Compensation data website PayScale recently ranked colleges based on the return students could receive on their tuition investment. In non-Wharton terms, the site looked at how much more money a Penn graduate earns than a high school grad and compared that number with the cost of attending Penn. The result: Penn grads receive on average an 11.8-percent return on their investment, and Penn was ranked 10th out of the over-850 colleges studied.
But we want to know: should we be surprised? Nobody questions that Penn is one of the top-ranking academic institutions in the world. Penn alumni are scholars, doctors, lawyers, entrepreneurs, Nobel-Prize winners and Olympic athletes. By comparison, the schools ranked in the top nine — just above Penn — include four Ivy League schools and three non-Ivy schools ranked among the top five national universities by U.S. News and World Report. It would seem that Penn is ranked exactly how we should expect.
That’s not to say this isn’t an achievement the University should be proud of.

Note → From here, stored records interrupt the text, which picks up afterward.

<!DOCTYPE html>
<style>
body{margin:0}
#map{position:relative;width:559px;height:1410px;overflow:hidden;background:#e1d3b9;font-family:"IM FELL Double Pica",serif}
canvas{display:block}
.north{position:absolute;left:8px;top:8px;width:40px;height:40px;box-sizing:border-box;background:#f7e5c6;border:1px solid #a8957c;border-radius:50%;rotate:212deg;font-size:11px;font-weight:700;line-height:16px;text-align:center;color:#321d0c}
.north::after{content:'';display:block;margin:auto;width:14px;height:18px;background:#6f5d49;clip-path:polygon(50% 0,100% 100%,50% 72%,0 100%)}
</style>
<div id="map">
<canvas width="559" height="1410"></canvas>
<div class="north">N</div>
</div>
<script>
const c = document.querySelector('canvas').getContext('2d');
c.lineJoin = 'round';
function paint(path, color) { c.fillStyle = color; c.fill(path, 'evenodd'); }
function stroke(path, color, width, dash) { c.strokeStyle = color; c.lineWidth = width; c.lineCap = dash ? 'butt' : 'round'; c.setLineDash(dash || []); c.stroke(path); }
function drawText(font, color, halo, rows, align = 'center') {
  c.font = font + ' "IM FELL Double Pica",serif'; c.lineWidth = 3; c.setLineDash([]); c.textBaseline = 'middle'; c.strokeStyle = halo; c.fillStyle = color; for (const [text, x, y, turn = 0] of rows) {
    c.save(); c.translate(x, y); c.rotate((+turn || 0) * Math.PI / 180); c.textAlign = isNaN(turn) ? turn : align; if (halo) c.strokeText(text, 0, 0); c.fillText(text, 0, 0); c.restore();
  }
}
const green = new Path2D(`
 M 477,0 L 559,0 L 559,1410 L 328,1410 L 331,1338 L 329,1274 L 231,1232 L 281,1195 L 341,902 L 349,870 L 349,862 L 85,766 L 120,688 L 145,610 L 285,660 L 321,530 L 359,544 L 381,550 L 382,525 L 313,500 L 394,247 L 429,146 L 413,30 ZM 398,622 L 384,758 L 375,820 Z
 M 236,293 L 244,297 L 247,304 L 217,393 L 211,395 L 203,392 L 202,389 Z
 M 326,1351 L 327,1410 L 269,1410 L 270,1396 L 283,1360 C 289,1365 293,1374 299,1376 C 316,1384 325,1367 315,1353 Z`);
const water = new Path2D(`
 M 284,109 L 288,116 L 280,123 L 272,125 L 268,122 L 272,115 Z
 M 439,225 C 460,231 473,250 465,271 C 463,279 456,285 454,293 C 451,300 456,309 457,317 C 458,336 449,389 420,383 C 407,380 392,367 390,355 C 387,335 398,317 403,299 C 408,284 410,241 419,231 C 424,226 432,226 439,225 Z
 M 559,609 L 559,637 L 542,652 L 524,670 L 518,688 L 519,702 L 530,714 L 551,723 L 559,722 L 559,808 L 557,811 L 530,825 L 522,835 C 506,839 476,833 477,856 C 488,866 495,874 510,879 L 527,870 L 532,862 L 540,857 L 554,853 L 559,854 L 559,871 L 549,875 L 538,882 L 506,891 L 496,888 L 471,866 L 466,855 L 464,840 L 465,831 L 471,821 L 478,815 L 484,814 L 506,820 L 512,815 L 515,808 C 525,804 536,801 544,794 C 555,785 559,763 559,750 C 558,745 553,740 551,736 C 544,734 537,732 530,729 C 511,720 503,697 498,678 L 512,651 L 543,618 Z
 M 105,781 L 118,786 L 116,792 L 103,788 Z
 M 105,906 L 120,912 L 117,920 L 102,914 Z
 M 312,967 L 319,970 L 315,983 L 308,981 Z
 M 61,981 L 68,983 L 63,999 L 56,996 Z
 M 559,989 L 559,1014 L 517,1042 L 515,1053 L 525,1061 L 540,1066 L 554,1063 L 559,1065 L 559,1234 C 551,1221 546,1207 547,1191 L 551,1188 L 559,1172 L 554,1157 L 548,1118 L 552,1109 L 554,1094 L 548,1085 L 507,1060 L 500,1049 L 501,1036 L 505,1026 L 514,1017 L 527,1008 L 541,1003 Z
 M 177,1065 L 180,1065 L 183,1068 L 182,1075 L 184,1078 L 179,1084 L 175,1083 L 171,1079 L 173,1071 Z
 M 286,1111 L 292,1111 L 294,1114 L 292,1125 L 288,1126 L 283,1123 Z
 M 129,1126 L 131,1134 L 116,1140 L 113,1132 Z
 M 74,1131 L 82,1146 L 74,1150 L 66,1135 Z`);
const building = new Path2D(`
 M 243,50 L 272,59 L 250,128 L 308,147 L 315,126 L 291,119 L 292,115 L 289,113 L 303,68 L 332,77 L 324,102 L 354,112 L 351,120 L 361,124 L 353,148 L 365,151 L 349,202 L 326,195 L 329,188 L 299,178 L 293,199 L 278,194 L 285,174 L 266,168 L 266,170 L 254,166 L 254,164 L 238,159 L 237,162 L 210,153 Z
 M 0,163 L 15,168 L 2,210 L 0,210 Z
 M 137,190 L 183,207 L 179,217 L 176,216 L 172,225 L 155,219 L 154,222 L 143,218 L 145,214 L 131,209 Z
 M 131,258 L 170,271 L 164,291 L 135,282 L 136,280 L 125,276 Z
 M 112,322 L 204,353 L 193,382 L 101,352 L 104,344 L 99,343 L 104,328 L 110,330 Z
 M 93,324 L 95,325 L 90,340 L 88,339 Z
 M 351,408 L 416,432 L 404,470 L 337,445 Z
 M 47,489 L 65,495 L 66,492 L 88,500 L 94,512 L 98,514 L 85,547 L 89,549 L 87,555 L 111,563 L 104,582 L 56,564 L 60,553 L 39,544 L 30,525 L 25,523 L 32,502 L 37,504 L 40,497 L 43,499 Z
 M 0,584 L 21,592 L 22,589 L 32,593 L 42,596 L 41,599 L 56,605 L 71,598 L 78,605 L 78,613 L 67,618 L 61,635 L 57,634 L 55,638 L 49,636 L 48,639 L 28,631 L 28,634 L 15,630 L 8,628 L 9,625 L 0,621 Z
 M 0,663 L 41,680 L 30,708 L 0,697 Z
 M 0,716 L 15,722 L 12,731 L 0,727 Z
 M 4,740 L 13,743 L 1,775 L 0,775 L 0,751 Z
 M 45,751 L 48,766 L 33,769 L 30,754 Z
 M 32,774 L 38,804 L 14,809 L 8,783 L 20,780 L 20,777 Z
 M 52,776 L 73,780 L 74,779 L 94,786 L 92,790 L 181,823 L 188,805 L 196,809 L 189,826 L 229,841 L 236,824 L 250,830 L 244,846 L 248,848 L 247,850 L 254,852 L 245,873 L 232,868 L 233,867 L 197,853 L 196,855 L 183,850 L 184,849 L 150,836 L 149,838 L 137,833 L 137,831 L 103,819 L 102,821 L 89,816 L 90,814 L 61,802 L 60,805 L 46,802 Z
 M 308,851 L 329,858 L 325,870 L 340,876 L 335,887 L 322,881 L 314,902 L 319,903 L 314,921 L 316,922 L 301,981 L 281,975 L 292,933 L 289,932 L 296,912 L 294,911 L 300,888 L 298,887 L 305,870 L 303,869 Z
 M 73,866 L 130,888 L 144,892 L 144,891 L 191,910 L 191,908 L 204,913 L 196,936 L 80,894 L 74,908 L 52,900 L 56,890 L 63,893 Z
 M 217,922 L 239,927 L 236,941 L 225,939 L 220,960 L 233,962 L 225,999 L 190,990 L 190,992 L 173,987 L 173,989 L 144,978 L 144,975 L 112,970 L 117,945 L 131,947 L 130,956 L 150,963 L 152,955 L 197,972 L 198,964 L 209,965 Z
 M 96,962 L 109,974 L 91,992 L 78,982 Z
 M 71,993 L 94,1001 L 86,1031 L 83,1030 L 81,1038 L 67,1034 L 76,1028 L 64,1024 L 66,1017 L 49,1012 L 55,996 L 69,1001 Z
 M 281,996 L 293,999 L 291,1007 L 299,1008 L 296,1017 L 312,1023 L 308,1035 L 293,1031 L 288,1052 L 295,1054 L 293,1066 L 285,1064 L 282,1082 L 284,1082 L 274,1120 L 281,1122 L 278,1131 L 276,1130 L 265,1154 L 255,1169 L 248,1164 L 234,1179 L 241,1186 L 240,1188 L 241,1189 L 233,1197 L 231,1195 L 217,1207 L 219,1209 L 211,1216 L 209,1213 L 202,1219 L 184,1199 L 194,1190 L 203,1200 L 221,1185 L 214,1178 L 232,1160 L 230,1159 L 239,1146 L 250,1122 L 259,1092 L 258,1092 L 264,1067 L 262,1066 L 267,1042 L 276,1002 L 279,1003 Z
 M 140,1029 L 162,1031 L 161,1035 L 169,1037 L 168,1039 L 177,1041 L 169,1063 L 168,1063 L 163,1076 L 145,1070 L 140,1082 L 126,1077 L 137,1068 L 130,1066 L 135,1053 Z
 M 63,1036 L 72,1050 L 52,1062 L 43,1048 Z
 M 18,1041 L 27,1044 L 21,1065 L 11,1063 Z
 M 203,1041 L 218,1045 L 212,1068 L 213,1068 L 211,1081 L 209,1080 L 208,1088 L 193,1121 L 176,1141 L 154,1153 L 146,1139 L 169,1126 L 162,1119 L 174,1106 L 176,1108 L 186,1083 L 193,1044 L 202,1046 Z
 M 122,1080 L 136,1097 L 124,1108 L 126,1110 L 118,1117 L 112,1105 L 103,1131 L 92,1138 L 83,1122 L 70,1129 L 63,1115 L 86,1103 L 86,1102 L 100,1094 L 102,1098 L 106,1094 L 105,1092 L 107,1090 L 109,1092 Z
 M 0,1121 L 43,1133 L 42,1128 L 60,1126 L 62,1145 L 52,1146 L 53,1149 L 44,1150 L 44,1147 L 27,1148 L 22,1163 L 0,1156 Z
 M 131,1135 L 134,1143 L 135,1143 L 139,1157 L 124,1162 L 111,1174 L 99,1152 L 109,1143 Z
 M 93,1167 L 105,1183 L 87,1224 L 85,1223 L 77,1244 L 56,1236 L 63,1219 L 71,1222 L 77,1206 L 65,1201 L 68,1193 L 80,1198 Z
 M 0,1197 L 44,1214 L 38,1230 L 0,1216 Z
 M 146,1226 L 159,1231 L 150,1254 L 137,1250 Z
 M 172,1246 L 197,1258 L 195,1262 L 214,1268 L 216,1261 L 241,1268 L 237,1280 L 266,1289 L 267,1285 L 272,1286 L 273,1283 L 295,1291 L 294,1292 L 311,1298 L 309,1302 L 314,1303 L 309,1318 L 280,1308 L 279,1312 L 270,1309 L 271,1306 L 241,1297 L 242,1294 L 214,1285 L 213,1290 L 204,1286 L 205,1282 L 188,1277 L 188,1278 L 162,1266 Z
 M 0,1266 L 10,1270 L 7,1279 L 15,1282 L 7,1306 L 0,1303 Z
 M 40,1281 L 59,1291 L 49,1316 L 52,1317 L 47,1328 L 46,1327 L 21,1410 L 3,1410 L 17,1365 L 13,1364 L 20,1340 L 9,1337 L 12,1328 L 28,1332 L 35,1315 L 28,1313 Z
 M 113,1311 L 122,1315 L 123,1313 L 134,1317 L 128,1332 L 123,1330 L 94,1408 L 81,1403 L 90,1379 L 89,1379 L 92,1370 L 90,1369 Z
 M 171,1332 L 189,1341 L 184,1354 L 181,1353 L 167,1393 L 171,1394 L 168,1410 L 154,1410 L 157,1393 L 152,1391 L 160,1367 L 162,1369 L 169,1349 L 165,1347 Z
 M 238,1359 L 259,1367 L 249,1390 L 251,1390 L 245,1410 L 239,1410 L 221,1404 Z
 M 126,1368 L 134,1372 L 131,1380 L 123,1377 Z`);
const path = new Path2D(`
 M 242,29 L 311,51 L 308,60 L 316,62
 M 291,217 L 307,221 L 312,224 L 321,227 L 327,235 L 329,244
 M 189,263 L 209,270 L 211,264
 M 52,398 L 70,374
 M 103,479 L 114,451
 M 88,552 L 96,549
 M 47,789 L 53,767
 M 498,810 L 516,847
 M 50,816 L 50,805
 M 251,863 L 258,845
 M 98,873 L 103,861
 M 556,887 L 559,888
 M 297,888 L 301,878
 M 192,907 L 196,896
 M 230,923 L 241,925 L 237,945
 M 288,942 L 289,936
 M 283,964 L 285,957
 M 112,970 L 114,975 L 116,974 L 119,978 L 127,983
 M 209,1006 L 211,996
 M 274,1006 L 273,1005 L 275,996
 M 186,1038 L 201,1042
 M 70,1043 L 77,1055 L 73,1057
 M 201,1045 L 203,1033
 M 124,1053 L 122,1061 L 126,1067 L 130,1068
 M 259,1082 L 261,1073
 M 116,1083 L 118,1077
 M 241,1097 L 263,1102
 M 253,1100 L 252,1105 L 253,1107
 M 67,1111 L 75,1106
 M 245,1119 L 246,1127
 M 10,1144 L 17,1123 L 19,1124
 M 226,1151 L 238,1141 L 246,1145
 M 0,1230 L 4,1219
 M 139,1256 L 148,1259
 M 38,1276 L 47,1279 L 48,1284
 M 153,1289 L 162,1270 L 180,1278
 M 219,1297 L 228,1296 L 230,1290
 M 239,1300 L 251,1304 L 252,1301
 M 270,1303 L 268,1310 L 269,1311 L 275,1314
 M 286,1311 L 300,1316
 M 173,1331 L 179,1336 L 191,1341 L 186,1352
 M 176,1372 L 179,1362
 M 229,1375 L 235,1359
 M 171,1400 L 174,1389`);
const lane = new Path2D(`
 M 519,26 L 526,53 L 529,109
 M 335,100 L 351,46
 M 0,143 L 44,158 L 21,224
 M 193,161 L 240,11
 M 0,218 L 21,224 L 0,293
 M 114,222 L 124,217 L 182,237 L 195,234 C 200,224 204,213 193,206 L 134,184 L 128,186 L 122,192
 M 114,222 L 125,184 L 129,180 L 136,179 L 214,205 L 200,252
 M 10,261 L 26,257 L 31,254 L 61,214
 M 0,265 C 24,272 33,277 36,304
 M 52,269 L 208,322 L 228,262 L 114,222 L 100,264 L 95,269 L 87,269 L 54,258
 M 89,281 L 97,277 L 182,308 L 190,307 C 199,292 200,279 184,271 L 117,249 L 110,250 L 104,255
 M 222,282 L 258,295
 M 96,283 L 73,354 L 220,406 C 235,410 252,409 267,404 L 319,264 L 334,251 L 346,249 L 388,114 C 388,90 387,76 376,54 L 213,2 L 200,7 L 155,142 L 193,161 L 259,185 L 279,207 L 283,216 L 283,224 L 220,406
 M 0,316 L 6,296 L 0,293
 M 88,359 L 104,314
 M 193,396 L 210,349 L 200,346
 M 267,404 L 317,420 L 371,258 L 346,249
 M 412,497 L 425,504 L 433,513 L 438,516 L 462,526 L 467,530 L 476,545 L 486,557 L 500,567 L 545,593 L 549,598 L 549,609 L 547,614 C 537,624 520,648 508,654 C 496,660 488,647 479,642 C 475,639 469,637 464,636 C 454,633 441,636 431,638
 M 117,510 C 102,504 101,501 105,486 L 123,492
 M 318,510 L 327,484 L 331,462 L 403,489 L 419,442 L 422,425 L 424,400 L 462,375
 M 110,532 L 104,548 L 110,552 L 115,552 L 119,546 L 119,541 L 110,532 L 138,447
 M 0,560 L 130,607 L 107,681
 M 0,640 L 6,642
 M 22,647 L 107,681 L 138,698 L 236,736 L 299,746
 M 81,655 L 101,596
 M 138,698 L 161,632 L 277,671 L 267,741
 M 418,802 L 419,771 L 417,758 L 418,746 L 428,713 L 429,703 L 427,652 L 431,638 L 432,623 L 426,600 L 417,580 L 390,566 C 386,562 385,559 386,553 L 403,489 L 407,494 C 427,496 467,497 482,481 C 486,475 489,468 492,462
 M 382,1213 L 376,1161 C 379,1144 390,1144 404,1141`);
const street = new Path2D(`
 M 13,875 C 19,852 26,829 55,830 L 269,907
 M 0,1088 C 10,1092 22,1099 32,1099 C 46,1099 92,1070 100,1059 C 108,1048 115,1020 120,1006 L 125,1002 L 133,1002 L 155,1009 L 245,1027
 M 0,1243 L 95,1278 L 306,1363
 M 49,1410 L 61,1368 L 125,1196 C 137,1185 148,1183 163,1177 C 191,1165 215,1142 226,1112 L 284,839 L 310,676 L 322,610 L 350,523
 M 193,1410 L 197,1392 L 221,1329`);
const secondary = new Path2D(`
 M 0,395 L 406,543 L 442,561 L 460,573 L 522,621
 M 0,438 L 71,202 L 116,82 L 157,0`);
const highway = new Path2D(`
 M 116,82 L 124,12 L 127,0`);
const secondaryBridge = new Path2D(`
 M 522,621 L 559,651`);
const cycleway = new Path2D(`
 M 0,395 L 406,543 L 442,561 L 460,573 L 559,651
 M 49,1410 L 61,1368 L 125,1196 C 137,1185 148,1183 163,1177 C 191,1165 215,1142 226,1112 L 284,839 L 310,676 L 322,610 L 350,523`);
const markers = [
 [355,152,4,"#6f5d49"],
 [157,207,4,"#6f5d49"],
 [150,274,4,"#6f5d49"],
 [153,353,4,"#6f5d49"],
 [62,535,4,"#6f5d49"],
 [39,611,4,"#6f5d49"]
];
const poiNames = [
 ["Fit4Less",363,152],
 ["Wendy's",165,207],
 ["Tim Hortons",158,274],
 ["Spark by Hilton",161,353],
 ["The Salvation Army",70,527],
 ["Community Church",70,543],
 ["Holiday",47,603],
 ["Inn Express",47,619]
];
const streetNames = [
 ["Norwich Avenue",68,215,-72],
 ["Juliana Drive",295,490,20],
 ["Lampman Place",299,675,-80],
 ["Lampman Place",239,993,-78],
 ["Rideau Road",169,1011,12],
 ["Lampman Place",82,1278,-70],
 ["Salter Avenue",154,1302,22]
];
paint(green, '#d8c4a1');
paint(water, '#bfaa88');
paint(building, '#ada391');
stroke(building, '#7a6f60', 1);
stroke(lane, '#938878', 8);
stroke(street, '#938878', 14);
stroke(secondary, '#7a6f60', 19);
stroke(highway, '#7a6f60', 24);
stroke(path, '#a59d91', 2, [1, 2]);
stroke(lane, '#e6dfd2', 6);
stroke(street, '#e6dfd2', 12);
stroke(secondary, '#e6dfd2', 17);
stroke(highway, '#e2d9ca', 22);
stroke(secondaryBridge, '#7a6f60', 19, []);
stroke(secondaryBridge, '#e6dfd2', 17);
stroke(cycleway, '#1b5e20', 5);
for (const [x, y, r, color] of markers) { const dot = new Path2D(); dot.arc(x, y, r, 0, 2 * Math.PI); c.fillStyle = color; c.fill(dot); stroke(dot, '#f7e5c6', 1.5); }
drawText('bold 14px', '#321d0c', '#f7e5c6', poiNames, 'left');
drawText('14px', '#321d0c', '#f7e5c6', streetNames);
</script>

A higher salary is a mark of success, and we are happy to know that Penn grads are successful. It would also be both unfair and inaccurate to say that their Penn education was not a factor in these alumni’s financial success.

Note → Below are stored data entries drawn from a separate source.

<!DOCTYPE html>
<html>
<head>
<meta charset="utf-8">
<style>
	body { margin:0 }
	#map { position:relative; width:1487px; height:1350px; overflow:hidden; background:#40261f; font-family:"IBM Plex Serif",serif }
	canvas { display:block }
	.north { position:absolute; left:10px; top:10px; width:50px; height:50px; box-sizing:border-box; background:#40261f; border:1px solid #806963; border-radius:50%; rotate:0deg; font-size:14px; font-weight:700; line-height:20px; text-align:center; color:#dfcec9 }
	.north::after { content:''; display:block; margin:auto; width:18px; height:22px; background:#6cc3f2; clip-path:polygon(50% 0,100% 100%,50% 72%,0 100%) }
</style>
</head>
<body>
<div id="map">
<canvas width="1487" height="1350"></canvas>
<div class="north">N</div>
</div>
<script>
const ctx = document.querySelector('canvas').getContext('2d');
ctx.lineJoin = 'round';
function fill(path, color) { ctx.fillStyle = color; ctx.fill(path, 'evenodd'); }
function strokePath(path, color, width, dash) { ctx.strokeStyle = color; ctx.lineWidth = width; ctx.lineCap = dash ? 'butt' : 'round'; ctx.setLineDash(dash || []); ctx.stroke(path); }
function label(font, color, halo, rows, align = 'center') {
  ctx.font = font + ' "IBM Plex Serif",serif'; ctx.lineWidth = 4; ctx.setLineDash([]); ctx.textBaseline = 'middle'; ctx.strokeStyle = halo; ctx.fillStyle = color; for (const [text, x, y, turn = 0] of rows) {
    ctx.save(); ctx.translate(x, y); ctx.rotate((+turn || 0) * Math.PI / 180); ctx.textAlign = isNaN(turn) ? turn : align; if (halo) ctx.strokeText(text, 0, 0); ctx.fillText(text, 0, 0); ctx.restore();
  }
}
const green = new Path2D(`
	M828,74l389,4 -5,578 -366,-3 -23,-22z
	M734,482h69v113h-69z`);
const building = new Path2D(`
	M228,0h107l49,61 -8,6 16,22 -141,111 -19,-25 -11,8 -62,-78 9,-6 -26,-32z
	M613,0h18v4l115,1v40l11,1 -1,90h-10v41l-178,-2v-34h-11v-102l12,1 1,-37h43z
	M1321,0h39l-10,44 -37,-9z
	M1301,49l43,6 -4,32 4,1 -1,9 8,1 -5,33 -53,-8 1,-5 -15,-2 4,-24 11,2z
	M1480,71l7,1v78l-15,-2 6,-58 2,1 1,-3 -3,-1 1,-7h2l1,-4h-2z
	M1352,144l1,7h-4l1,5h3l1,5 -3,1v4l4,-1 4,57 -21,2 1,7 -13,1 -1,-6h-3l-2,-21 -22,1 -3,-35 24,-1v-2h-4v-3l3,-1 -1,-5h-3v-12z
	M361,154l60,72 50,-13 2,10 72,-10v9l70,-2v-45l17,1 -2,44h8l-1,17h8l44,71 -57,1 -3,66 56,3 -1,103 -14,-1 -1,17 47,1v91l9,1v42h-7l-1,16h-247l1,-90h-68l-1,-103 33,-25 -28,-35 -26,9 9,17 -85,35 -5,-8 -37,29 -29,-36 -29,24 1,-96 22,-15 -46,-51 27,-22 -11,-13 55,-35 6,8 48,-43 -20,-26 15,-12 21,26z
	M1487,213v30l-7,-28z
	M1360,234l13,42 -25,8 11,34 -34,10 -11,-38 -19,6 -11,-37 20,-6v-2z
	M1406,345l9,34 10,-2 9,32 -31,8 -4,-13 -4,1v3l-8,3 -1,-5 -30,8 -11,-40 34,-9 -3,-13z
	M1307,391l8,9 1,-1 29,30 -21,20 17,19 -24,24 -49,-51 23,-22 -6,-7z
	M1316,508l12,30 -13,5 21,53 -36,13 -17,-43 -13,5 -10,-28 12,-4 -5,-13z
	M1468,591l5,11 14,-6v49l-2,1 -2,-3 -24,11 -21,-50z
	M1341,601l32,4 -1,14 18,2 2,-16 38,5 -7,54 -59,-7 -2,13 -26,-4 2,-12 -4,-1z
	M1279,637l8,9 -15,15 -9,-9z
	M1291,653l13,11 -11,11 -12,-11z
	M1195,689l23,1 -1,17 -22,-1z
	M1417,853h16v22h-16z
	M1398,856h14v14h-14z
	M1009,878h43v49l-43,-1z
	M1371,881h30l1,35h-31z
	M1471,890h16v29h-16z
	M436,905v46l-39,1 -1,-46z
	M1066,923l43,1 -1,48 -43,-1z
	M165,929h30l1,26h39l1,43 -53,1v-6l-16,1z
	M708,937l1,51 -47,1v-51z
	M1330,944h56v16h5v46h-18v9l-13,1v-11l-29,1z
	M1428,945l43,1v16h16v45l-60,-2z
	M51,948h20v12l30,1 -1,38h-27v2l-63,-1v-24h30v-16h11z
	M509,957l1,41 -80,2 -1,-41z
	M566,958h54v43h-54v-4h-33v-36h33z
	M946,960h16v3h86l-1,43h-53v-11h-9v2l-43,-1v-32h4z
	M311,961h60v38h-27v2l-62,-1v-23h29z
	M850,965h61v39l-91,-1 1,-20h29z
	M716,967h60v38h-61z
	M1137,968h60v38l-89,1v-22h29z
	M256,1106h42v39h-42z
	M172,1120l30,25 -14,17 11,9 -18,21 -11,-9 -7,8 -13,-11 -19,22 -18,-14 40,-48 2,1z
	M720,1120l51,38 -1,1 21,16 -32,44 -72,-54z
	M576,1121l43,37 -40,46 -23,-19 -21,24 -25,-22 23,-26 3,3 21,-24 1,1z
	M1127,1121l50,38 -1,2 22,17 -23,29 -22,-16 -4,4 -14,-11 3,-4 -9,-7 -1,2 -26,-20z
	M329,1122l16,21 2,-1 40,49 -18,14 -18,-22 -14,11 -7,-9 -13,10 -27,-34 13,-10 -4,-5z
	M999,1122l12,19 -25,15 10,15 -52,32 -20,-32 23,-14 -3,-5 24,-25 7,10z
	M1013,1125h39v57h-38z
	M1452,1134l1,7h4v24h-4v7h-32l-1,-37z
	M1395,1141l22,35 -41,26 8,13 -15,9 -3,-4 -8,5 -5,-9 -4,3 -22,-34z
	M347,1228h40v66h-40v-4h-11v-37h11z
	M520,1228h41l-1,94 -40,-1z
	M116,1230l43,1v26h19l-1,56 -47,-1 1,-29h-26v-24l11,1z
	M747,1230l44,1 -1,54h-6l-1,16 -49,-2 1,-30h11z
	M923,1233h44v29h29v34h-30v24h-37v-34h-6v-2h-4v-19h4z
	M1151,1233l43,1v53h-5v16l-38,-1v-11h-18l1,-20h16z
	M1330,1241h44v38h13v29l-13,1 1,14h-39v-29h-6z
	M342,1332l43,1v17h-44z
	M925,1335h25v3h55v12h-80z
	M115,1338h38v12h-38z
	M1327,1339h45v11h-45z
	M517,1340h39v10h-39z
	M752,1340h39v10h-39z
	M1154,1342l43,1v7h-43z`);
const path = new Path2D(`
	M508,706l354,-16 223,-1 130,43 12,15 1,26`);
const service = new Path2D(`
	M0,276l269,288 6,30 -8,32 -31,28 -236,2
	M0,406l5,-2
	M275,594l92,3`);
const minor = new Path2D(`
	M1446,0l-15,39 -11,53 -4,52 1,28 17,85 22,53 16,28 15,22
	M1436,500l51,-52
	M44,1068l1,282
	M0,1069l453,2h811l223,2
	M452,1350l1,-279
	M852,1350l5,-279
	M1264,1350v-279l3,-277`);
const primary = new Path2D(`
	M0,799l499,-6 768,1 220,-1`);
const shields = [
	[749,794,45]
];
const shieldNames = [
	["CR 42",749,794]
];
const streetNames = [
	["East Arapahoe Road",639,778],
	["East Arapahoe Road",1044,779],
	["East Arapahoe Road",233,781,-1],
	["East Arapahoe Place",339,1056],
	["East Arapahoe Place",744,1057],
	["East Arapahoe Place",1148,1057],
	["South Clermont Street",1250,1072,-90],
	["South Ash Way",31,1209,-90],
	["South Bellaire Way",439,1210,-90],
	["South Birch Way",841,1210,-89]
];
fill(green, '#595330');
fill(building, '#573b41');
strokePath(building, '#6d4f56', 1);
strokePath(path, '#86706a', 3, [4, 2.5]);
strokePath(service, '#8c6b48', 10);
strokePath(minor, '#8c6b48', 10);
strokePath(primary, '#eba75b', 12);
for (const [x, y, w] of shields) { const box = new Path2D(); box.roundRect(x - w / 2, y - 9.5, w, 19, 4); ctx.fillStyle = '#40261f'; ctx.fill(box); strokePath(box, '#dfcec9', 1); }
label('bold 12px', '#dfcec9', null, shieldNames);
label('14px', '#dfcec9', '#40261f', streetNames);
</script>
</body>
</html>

We merely encourage students to look beyond this ranking. A high salary is a mark of success, but it isn’t the only mark of success. Many successful Penn alumni enter into careers that don’t earn them obscene amounts of money. After all, Penn alumni are scholars, Nobel-Prize winners and Olympic athletes. We — as Penn students — look forward to gleaning much more than a large salary from our four years here.